### How to complete this task
Working from the entries that follow, retype each one without any alteration.

Segment Start: Dataset

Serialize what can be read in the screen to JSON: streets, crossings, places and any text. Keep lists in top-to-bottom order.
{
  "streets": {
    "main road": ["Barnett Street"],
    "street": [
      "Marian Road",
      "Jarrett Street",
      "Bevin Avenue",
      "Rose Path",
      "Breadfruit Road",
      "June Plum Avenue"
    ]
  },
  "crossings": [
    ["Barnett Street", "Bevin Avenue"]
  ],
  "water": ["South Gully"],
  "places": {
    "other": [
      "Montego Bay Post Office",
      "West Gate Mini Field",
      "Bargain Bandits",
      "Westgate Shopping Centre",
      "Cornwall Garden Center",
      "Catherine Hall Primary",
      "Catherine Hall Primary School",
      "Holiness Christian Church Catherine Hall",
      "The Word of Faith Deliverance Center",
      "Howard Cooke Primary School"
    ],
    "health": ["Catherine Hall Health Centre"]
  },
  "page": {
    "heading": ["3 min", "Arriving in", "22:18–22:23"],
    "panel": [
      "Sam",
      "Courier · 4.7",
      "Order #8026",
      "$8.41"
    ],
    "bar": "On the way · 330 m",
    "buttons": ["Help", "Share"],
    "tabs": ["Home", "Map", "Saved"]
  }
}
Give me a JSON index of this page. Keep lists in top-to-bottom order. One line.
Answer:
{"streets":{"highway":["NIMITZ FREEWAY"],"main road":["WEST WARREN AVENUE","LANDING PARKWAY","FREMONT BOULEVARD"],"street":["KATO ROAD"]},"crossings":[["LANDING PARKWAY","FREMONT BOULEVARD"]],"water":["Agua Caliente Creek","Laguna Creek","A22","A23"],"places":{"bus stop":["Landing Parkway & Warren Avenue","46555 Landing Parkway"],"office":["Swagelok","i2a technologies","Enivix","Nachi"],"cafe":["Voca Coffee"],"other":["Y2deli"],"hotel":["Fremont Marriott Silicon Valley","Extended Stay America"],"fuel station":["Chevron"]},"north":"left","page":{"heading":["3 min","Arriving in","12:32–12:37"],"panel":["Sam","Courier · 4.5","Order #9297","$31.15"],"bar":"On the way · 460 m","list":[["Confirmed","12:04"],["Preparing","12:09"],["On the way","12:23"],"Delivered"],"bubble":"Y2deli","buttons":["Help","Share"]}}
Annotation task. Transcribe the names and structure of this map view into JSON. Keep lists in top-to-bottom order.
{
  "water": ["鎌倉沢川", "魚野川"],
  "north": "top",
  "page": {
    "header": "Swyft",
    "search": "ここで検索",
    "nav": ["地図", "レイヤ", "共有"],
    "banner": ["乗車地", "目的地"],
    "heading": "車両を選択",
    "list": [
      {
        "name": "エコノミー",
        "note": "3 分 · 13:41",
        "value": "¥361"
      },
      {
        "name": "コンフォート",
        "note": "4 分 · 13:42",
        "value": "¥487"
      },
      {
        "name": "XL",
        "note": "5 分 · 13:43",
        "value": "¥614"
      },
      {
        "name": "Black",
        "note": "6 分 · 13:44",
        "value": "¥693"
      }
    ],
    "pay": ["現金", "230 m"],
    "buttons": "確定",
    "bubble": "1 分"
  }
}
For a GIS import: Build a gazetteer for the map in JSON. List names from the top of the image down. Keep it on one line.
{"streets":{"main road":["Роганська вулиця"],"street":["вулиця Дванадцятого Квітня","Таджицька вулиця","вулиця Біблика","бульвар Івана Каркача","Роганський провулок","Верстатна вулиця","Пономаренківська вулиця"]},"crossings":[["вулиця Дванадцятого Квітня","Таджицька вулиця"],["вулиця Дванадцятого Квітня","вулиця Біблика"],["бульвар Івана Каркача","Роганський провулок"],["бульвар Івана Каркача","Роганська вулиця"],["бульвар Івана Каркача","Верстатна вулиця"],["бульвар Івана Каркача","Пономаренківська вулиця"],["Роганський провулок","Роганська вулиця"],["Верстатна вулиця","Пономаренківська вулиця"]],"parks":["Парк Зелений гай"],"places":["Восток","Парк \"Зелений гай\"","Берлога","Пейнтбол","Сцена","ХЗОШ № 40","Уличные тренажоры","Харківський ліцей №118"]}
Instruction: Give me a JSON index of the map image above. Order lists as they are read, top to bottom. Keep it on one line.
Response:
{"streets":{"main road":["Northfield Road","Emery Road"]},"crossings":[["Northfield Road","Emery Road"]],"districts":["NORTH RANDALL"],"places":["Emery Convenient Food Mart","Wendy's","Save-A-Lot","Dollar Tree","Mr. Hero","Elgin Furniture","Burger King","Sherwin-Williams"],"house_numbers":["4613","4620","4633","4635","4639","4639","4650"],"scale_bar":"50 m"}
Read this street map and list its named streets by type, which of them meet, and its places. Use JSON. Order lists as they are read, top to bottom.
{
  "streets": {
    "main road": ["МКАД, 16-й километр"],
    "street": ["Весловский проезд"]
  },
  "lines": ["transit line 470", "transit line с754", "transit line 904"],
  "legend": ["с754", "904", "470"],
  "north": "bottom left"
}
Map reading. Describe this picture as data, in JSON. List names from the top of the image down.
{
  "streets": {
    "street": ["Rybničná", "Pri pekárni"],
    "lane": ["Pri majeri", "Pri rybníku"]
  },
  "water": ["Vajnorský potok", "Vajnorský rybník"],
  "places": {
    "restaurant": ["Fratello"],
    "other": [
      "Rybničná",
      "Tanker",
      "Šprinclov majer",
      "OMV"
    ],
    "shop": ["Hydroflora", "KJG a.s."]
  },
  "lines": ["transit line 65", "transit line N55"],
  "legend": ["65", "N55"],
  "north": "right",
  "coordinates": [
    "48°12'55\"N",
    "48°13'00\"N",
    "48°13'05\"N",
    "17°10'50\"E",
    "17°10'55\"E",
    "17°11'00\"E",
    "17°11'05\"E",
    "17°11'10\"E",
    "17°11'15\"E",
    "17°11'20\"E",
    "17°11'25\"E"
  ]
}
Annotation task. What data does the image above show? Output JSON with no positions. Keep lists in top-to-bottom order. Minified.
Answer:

Segment End: Dataset

### Result for this exercise
Serialize what can be read in the screen to JSON: streets, crossings, places and any text. Keep lists in top-to-bottom order.
{
  "streets": {
    "main road": ["Barnett Street"],
    "street": [
      "Marian Road",
      "Jarrett Street",
      "Bevin Avenue",
      "Rose Path",
      "Breadfruit Road",
      "June Plum Avenue"
    ]
  },
  "crossings": [
    ["Barnett Street", "Bevin Avenue"]
  ],
  "water": ["South Gully"],
  "places": {
    "other": [
      "Montego Bay Post Office",
      "West Gate Mini Field",
      "Bargain Bandits",
      "Westgate Shopping Centre",
      "Cornwall Garden Center",
      "Catherine Hall Primary",
      "Catherine Hall Primary School",
      "Holiness Christian Church Catherine Hall",
      "The Word of Faith Deliverance Center",
      "Howard Cooke Primary School"
    ],
    "health": ["Catherine Hall Health Centre"]
  },
  "page": {
    "heading": ["3 min", "Arriving in", "22:18–22:23"],
    "panel": [
      "Sam",
      "Courier · 4.7",
      "Order #8026",
      "$8.41"
    ],
    "bar": "On the way · 330 m",
    "buttons": ["Help", "Share"],
    "tabs": ["Home", "Map", "Saved"]
  }
}
Give me a JSON index of this page. Keep lists in top-to-bottom order. One line.
Answer:
{"streets":{"highway":["NIMITZ FREEWAY"],"main road":["WEST WARREN AVENUE","LANDING PARKWAY","FREMONT BOULEVARD"],"street":["KATO ROAD"]},"crossings":[["LANDING PARKWAY","FREMONT BOULEVARD"]],"water":["Agua Caliente Creek","Laguna Creek","A22","A23"],"places":{"bus stop":["Landing Parkway & Warren Avenue","46555 Landing Parkway"],"office":["Swagelok","i2a technologies","Enivix","Nachi"],"cafe":["Voca Coffee"],"other":["Y2deli"],"hotel":["Fremont Marriott Silicon Valley","Extended Stay America"],"fuel station":["Chevron"]},"north":"left","page":{"heading":["3 min","Arriving in","12:32–12:37"],"panel":["Sam","Courier · 4.5","Order #9297","$31.15"],"bar":"On the way · 460 m","list":[["Confirmed","12:04"],["Preparing","12:09"],["On the way","12:23"],"Delivered"],"bubble":"Y2deli","buttons":["Help","Share"]}}
Annotation task. Transcribe the names and structure of this map view into JSON. Keep lists in top-to-bottom order.
{
  "water": ["鎌倉沢川", "魚野川"],
  "north": "top",
  "page": {
    "header": "Swyft",
    "search": "ここで検索",
    "nav": ["地図", "レイヤ", "共有"],
    "banner": ["乗車地", "目的地"],
    "heading": "車両を選択",
    "list": [
      {
        "name": "エコノミー",
        "note": "3 分 · 13:41",
        "value": "¥361"
      },
      {
        "name": "コンフォート",
        "note": "4 分 · 13:42",
        "value": "¥487"
      },
      {
        "name": "XL",
        "note": "5 分 · 13:43",
        "value": "¥614"
      },
      {
        "name": "Black",
        "note": "6 分 · 13:44",
        "value": "¥693"
      }
    ],
    "pay": ["現金", "230 m"],
    "buttons": "確定",
    "bubble": "1 分"
  }
}
For a GIS import: Build a gazetteer for the map in JSON. List names from the top of the image down. Keep it on one line.
{"streets":{"main road":["Роганська вулиця"],"street":["вулиця Дванадцятого Квітня","Таджицька вулиця","вулиця Біблика","бульвар Івана Каркача","Роганський провулок","Верстатна вулиця","Пономаренківська вулиця"]},"crossings":[["вулиця Дванадцятого Квітня","Таджицька вулиця"],["вулиця Дванадцятого Квітня","вулиця Біблика"],["бульвар Івана Каркача","Роганський провулок"],["бульвар Івана Каркача","Роганська вулиця"],["бульвар Івана Каркача","Верстатна вулиця"],["бульвар Івана Каркача","Пономаренківська вулиця"],["Роганський провулок","Роганська вулиця"],["Верстатна вулиця","Пономаренківська вулиця"]],"parks":["Парк Зелений гай"],"places":["Восток","Парк \"Зелений гай\"","Берлога","Пейнтбол","Сцена","ХЗОШ № 40","Уличные тренажоры","Харківський ліцей №118"]}
Instruction: Give me a JSON index of the map image above. Order lists as they are read, top to bottom. Keep it on one line.
Response:
{"streets":{"main road":["Northfield Road","Emery Road"]},"crossings":[["Northfield Road","Emery Road"]],"districts":["NORTH RANDALL"],"places":["Emery Convenient Food Mart","Wendy's","Save-A-Lot","Dollar Tree","Mr. Hero","Elgin Furniture","Burger King","Sherwin-Williams"],"house_numbers":["4613","4620","4633","4635","4639","4639","4650"],"scale_bar":"50 m"}
Read this street map and list its named streets by type, which of them meet, and its places. Use JSON. Order lists as they are read, top to bottom.
{
  "streets": {
    "main road": ["МКАД, 16-й километр"],
    "street": ["Весловский проезд"]
  },
  "lines": ["transit line 470", "transit line с754", "transit line 904"],
  "legend": ["с754", "904", "470"],
  "north": "bottom left"
}
Map reading. Describe this picture as data, in JSON. List names from the top of the image down.
{
  "streets": {
    "street": ["Rybničná", "Pri pekárni"],
    "lane": ["Pri majeri", "Pri rybníku"]
  },
  "water": ["Vajnorský potok", "Vajnorský rybník"],
  "places": {
    "restaurant": ["Fratello"],
    "other": [
      "Rybničná",
      "Tanker",
      "Šprinclov majer",
      "OMV"
    ],
    "shop": ["Hydroflora", "KJG a.s."]
  },
  "lines": ["transit line 65", "transit line N55"],
  "legend": ["65", "N55"],
  "north": "right",
  "coordinates": [
    "48°12'55\"N",
    "48°13'00\"N",
    "48°13'05\"N",
    "17°10'50\"E",
    "17°10'55\"E",
    "17°11'00\"E",
    "17°11'05\"E",
    "17°11'10\"E",
    "17°11'15\"E",
    "17°11'20\"E",
    "17°11'25\"E"
  ]
}
Annotation task. What data does the image above show? Output JSON with no positions. Keep lists in top-to-bottom order. Minified.
Answer:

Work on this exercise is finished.